THE PROBLEM:
Search the entries for the word "linecap" and copy each line that has it.

Saved data entries
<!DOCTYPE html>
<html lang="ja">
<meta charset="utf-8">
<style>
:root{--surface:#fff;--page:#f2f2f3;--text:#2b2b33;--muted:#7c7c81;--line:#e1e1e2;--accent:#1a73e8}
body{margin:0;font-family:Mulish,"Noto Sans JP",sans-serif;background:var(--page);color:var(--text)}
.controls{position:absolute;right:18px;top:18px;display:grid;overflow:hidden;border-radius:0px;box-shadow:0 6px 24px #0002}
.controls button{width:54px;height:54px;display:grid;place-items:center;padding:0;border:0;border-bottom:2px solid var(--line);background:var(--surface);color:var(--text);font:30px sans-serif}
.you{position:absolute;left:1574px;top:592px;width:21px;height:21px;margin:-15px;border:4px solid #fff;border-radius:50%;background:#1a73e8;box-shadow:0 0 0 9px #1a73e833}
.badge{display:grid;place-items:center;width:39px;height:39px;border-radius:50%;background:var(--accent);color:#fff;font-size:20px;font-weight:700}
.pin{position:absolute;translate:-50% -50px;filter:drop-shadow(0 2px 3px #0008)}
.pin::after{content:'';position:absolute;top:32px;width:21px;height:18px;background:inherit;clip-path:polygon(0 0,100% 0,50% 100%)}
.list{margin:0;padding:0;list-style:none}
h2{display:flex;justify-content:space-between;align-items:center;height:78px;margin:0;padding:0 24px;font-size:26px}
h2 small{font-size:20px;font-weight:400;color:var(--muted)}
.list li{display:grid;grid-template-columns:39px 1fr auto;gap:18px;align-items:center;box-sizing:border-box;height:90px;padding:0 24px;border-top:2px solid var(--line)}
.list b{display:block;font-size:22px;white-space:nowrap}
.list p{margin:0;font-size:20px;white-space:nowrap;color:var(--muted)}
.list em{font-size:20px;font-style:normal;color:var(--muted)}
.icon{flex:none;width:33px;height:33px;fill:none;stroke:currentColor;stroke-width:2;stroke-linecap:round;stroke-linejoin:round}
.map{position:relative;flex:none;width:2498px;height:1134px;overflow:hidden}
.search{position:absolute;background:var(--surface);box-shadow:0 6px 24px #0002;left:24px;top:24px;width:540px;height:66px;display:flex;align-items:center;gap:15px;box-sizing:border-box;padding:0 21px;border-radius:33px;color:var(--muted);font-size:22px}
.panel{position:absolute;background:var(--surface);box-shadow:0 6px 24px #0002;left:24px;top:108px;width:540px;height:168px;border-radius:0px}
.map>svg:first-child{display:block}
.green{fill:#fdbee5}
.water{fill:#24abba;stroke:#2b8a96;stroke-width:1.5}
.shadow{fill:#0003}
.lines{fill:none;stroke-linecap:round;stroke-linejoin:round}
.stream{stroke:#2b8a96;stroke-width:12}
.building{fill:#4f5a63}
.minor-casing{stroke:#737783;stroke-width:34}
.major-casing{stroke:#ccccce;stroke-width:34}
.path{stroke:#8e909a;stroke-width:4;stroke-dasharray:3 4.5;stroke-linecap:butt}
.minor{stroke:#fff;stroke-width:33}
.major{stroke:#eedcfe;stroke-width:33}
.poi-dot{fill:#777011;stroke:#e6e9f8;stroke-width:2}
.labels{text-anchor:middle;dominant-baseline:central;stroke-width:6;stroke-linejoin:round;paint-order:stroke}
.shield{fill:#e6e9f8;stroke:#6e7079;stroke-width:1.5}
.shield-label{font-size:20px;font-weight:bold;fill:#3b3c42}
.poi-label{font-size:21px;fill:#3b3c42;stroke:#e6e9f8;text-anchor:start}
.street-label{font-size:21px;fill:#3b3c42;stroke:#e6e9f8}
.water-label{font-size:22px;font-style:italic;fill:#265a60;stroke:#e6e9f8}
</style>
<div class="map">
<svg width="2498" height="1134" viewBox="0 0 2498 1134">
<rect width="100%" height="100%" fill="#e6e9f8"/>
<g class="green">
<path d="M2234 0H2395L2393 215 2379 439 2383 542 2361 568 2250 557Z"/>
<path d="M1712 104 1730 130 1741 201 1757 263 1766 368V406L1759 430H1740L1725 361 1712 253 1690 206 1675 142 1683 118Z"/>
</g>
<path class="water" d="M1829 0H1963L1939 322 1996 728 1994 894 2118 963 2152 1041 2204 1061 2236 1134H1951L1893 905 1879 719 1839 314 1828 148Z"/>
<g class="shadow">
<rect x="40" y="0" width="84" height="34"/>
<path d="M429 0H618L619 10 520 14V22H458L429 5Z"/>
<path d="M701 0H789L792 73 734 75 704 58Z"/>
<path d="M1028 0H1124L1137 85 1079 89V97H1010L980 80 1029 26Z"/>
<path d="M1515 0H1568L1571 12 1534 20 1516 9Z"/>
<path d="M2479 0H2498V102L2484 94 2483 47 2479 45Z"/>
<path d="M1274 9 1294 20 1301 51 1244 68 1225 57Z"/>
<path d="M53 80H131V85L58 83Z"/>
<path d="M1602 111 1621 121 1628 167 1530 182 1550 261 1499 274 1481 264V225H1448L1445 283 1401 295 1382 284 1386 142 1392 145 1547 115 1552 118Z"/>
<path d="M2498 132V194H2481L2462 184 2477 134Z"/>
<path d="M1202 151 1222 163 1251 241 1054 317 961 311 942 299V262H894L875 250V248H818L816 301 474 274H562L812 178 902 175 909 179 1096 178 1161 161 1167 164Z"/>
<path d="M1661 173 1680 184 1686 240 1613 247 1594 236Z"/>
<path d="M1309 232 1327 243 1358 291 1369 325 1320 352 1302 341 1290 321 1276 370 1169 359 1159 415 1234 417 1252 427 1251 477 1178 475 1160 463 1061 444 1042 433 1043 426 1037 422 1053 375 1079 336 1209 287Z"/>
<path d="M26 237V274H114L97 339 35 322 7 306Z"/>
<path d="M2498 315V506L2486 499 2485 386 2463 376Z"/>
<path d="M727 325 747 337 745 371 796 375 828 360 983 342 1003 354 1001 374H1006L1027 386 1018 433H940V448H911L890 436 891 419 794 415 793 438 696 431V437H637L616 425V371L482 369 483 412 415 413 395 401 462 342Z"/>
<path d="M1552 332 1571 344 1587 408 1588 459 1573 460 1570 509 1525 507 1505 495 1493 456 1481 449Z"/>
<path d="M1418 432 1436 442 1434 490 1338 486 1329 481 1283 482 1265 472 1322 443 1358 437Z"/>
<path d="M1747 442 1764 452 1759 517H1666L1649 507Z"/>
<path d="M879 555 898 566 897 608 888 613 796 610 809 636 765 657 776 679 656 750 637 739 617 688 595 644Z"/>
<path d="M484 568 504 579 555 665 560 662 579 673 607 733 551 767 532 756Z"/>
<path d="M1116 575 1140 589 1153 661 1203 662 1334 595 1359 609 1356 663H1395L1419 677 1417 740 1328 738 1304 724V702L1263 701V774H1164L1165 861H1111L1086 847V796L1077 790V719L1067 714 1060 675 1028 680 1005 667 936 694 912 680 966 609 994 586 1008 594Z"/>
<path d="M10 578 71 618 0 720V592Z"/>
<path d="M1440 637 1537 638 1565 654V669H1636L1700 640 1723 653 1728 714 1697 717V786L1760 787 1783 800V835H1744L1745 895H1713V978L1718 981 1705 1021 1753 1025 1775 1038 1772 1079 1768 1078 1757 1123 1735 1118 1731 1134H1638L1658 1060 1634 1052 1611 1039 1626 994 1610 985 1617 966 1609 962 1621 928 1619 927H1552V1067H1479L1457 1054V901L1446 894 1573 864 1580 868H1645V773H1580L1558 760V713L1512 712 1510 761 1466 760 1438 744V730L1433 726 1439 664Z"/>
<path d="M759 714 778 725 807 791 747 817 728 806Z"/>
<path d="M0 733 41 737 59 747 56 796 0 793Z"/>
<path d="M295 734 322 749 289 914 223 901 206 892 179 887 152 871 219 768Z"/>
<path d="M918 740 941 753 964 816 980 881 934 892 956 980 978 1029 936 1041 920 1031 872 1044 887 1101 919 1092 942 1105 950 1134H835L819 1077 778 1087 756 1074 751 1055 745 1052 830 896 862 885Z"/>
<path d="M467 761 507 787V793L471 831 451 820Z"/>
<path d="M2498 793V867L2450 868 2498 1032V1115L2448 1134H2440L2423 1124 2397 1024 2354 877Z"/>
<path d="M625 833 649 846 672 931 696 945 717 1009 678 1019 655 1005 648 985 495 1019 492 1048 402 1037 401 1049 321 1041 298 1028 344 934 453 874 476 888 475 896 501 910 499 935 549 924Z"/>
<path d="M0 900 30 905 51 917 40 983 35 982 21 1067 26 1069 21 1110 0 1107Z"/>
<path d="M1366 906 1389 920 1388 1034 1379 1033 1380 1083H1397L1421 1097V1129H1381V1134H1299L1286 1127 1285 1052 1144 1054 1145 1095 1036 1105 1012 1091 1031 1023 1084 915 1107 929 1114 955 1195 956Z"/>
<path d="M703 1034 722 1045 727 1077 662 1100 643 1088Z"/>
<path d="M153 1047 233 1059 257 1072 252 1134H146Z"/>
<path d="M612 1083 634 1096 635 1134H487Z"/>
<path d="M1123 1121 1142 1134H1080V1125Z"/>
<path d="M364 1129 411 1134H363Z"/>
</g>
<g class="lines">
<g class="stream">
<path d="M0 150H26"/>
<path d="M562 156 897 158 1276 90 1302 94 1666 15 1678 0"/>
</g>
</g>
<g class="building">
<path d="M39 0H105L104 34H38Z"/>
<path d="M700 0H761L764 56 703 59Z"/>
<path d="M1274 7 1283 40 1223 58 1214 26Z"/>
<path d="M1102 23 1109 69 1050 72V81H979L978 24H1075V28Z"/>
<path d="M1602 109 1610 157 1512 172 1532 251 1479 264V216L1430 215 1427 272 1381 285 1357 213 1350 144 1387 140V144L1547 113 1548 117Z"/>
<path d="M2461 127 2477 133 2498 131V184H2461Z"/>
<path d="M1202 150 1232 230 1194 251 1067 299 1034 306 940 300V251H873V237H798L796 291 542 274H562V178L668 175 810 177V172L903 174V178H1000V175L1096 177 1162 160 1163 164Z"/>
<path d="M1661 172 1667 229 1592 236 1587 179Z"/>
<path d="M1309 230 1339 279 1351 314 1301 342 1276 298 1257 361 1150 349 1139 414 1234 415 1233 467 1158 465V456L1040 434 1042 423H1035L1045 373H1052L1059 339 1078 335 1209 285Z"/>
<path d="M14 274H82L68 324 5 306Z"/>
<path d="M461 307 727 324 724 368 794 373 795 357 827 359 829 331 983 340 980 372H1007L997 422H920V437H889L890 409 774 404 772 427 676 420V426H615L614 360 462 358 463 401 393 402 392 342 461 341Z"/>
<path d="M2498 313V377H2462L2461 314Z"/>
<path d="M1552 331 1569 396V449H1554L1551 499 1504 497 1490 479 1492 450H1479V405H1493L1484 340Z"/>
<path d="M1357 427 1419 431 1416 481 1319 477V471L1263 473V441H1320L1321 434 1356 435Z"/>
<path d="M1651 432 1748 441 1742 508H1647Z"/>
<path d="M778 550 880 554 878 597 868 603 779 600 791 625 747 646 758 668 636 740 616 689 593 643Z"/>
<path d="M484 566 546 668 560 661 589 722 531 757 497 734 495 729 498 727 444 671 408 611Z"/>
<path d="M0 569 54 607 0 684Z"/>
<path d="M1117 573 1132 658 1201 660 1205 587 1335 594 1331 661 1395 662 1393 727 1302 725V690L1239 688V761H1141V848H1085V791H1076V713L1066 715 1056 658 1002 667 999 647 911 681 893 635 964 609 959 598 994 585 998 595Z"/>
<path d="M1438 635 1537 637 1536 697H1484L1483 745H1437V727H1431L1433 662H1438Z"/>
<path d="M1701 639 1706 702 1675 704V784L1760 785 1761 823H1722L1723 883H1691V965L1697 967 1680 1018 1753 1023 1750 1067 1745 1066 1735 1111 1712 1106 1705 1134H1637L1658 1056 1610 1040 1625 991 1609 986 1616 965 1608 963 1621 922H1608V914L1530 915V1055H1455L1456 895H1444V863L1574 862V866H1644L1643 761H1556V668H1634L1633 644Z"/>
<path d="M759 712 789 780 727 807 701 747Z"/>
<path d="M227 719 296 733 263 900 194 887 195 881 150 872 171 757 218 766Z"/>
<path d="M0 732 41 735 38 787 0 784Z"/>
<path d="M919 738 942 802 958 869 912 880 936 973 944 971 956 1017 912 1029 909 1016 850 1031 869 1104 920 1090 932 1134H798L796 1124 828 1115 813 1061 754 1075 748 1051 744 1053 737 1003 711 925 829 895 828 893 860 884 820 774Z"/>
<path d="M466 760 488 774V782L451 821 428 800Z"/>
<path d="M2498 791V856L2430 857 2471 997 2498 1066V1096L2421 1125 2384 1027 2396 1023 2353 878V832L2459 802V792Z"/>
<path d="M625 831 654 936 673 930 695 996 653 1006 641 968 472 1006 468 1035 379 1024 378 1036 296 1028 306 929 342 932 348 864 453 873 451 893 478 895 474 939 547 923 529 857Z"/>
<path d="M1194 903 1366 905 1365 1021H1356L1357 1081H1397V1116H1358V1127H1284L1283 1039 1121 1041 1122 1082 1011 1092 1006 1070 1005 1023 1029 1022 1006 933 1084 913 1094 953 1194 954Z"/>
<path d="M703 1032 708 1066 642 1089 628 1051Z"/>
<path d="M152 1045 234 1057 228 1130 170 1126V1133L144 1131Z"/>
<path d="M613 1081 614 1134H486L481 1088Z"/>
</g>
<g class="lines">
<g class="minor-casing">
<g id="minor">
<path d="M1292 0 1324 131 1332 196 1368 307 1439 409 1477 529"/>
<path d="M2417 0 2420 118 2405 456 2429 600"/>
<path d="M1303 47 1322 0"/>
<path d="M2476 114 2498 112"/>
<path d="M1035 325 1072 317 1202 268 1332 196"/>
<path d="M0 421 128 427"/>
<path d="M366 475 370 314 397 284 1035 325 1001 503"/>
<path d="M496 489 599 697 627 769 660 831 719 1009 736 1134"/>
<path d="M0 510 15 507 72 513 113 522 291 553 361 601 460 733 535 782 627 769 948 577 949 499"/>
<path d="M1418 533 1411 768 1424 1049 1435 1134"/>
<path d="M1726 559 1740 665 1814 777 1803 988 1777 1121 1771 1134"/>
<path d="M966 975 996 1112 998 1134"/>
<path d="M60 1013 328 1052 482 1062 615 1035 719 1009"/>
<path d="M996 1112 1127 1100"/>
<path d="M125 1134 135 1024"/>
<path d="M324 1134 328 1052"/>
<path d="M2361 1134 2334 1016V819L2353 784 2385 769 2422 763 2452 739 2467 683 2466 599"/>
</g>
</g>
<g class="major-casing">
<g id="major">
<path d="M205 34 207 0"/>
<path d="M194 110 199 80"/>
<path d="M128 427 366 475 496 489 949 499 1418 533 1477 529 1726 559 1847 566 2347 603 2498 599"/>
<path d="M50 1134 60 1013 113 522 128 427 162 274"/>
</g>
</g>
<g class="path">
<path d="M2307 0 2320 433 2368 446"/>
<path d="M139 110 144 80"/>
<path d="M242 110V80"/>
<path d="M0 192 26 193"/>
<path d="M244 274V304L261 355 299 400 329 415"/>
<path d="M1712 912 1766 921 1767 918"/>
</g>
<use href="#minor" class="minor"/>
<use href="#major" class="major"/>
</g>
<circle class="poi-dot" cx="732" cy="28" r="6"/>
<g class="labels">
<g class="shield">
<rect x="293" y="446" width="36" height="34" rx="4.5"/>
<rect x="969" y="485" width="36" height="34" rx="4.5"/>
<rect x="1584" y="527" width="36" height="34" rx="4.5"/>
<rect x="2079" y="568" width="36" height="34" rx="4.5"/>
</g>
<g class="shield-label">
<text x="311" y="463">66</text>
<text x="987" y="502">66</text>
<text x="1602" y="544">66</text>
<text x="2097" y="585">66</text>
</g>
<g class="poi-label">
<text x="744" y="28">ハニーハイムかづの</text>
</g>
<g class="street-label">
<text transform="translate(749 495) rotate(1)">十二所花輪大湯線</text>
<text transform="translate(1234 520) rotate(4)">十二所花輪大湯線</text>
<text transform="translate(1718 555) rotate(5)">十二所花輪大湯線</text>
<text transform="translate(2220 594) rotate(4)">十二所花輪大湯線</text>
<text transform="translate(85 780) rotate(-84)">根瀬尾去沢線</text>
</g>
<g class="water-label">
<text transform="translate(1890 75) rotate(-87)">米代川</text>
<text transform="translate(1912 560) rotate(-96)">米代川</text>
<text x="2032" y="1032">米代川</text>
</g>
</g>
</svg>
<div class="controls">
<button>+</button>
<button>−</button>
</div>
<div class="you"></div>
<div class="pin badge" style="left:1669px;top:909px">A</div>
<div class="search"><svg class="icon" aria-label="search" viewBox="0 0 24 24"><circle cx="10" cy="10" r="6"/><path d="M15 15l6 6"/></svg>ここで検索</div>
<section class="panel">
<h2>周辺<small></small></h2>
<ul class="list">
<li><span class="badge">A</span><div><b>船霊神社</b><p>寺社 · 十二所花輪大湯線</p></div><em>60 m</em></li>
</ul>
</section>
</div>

EXERCISE RESULT:
.icon{flex:none;width:33px;height:33px;fill:none;stroke:currentColor;stroke-width:2;stroke-linecap:round;stroke-linejoin:round}
.lines{fill:none;stroke-linecap:round;stroke-linejoin:round}
.path{stroke:#8e909a;stroke-width:4;stroke-dasharray:3 4.5;stroke-linecap:butt}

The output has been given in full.